VI

La princesa Betsy abandonó el teatro antes del final del último acto. Apenas había tenido tiempo de entrar en su tocador, empolvarse el rostro pálido y alargado, enjugárselo, arreglarse el peinado y ordenar que sirvieran el té en el gran salón, cuando empezaron a llegar carruajes a su enorme casa de la Bolshaia Morskaia. Los invitados se apeaban ante el espacioso pórtico, donde un corpulento portero les abría sin hacer ruido la inmensa puerta acristalada, detrás de la cual solía leer los periódicos por la mañana, para edificación de los transeúntes.

Apenas había entrado por una puerta la dueña de la casa, una vez arreglado el peinado y retocado el rostro, cuando entraron por la otra los invitados.

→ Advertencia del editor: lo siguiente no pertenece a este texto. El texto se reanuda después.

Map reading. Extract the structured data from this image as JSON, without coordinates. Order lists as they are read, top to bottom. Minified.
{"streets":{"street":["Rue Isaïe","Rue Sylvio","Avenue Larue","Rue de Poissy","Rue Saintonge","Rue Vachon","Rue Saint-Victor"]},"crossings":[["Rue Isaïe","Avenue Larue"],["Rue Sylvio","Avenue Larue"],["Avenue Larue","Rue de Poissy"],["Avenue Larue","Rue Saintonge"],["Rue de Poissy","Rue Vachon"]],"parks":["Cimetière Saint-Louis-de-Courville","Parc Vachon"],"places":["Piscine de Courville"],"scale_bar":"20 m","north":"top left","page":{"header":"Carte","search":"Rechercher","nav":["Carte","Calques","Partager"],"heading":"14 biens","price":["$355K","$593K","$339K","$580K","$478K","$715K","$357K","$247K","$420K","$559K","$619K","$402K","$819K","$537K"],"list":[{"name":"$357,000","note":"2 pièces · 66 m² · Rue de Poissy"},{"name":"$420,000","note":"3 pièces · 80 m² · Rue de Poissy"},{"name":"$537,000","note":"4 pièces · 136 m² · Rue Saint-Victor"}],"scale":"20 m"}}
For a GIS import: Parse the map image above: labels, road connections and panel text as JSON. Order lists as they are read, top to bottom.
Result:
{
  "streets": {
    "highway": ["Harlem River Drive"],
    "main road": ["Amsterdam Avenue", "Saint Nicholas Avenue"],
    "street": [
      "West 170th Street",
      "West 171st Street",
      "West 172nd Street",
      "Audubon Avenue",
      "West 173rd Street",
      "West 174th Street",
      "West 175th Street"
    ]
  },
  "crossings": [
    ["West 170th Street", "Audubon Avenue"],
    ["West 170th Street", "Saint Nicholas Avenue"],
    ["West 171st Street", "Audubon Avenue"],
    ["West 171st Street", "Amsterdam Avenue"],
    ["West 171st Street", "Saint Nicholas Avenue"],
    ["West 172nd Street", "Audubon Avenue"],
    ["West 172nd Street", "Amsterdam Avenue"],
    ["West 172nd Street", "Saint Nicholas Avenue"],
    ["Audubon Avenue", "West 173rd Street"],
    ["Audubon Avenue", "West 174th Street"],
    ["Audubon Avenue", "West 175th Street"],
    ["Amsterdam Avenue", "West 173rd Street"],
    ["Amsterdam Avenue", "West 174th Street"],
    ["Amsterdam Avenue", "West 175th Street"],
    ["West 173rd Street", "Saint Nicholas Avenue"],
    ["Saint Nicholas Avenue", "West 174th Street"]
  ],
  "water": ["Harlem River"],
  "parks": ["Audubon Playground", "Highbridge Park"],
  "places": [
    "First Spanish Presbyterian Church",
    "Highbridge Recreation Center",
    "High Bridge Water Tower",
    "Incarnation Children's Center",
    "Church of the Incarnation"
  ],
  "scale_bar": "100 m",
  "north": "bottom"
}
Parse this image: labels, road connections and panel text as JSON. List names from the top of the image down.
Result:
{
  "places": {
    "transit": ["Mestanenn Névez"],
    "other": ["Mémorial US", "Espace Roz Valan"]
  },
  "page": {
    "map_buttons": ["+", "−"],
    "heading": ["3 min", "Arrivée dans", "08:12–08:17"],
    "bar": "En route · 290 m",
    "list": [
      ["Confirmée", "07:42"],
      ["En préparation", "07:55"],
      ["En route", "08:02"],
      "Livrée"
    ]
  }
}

En el gran salón, de paredes oscuras y alfombras mullidas, había una mesa bañada de luz, cuyo mantel blanco resplandecía bajo las bujías, así como la plata del samovar y la translúcida porcelana del servicio de té.

La dueña de la casa tomó asiento delante del samovar y se quitó los guantes. Los invitados, ayudados por discretos criados, movieron las sillas y formaron dos grupos: uno al lado de la dueña de la casa, cerca del samovar; otro en el extremo opuesto del salón, alrededor de la bella esposa de un embajador, que llevaba arqueadas las cejas negras y un vestido de terciopelo negro. En los primeros momentos, como es común, la conversación en ambos círculos no acababa de anudarse, interrumpida por nuevas apariciones, saludos y ofrecimientos de té; era como si estuvieran buscando algún tema que abordar.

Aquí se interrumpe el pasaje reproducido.